• [Requirement]
Would you repeat the data below exactly, taking out the images?
Start of Block
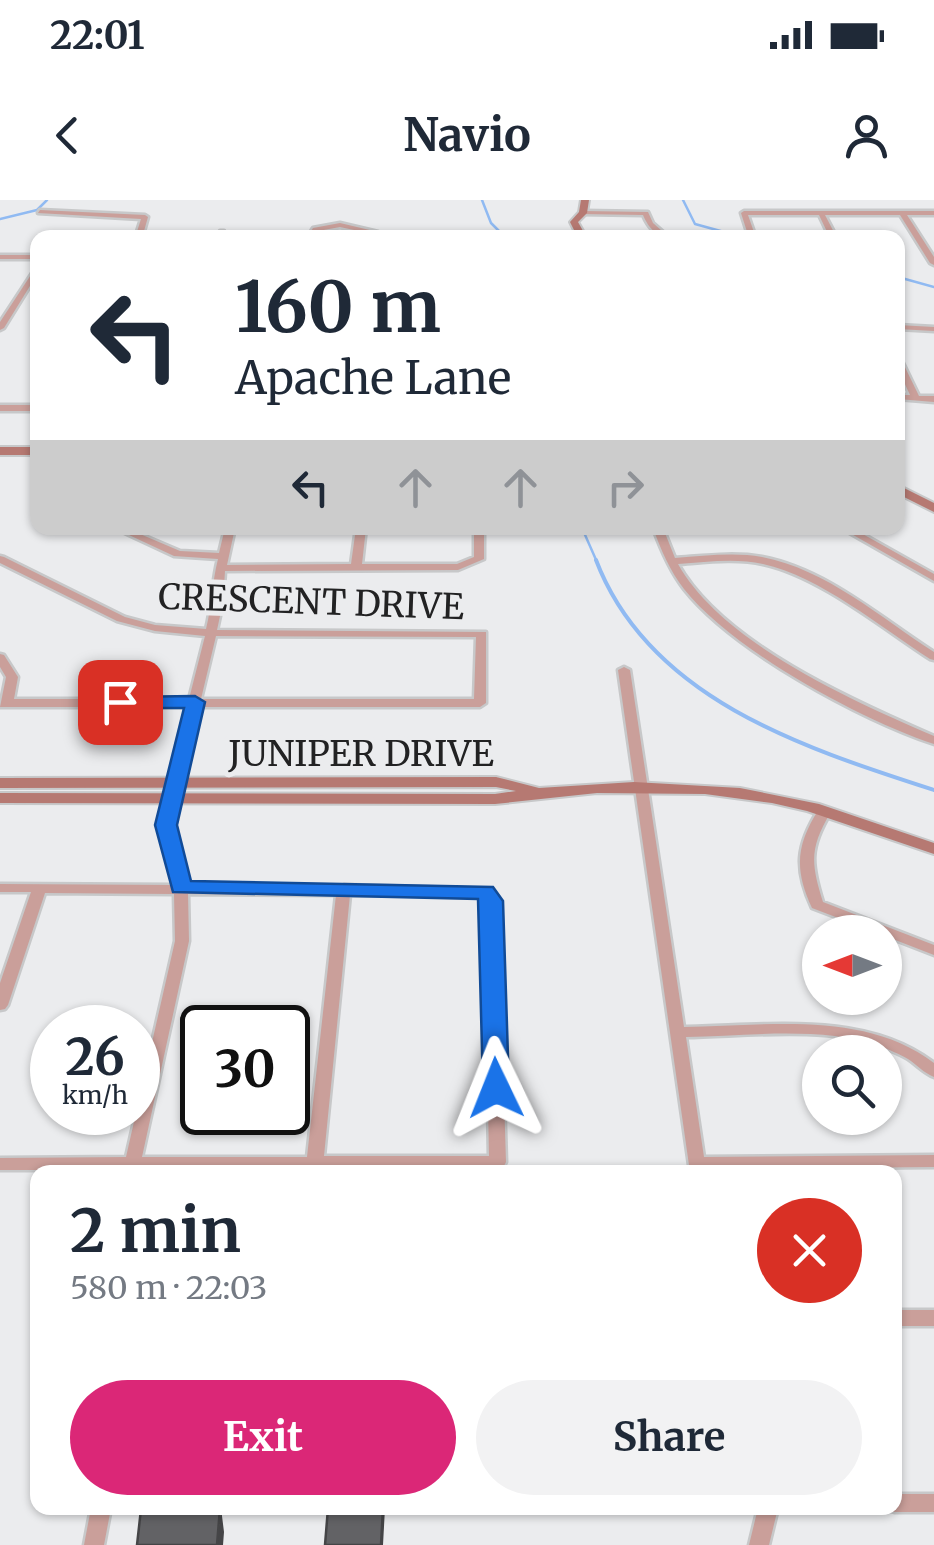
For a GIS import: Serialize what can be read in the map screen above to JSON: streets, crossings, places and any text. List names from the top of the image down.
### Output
{
  "streets": {
    "street": ["CRESCENT DRIVE", "JUNIPER DRIVE"]
  },
  "north": "left",
  "page": {
    "status": "22:01",
    "header": "Navio",
    "turn": ["160 m", "Apache Lane"],
    "speed": "26 km/h",
    "limit": "30",
    "heading": ["2 min", "580 m · 22:03"],
    "buttons": ["Exit", "Share"]
  }
}
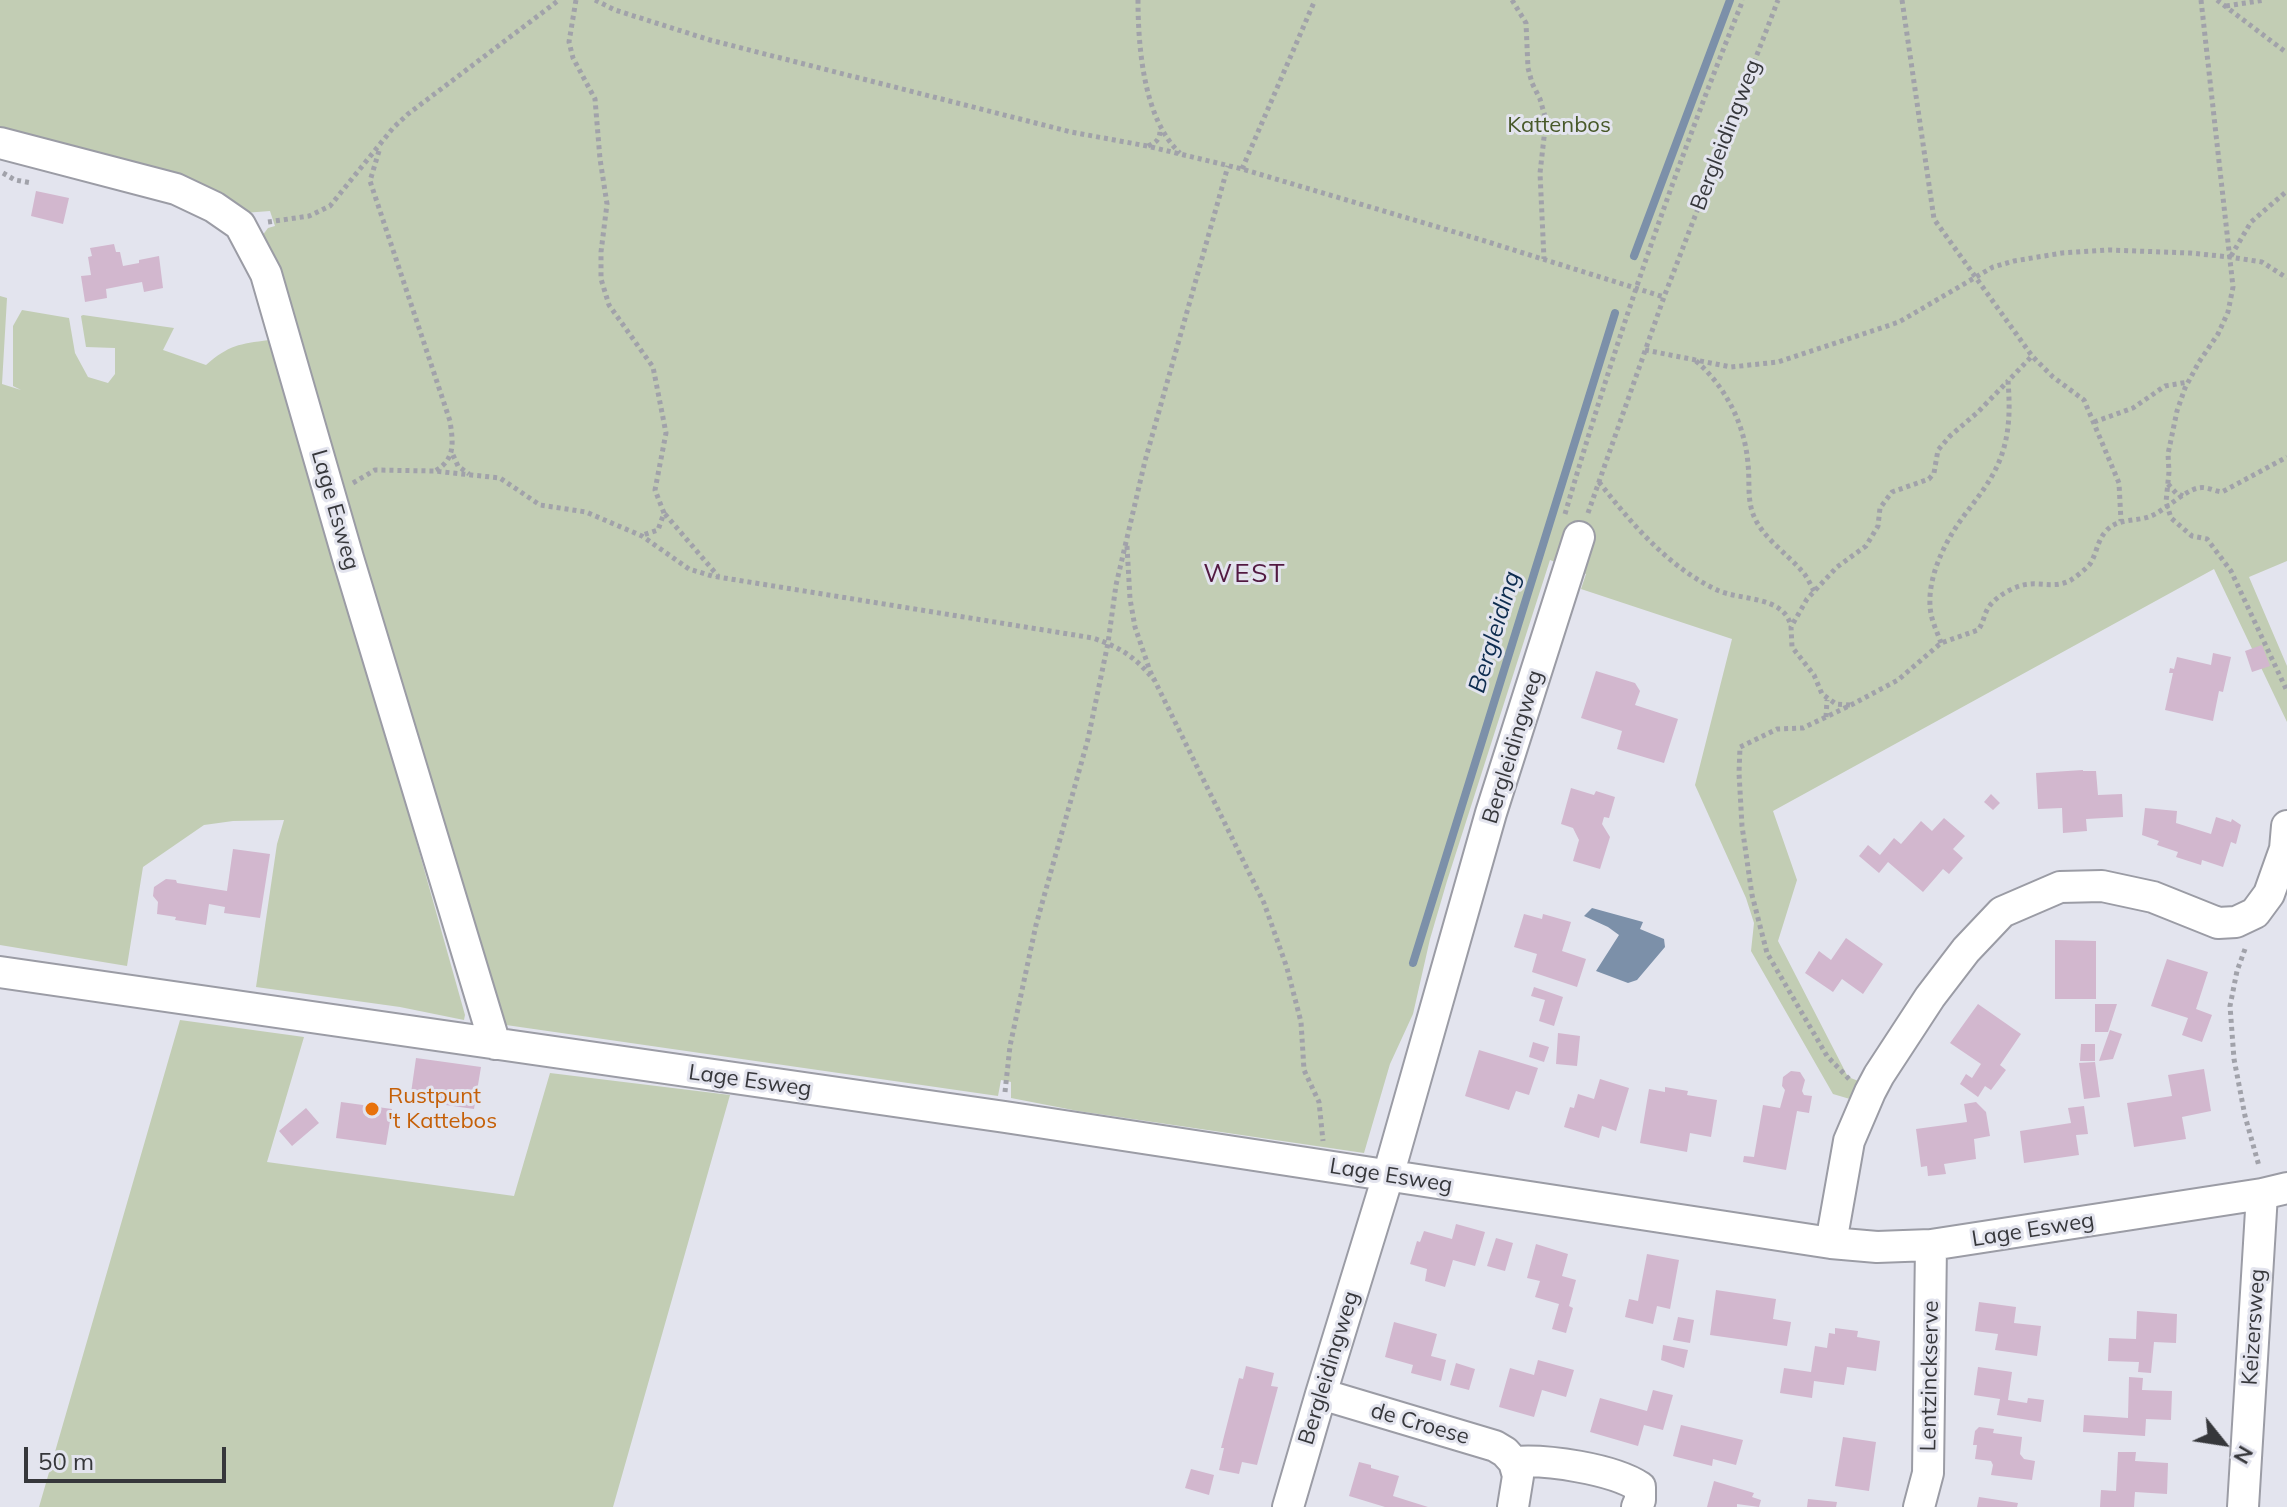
End of Block
• [Reply to the exercise]
For a GIS import: Serialize what can be read in the map screen above to JSON: streets, crossings, places and any text. List names from the top of the image down.
### Output
{
  "streets": {
    "street": ["CRESCENT DRIVE", "JUNIPER DRIVE"]
  },
  "north": "left",
  "page": {
    "status": "22:01",
    "header": "Navio",
    "turn": ["160 m", "Apache Lane"],
    "speed": "26 km/h",
    "limit": "30",
    "heading": ["2 min", "580 m · 22:03"],
    "buttons": ["Exit", "Share"]
  }
}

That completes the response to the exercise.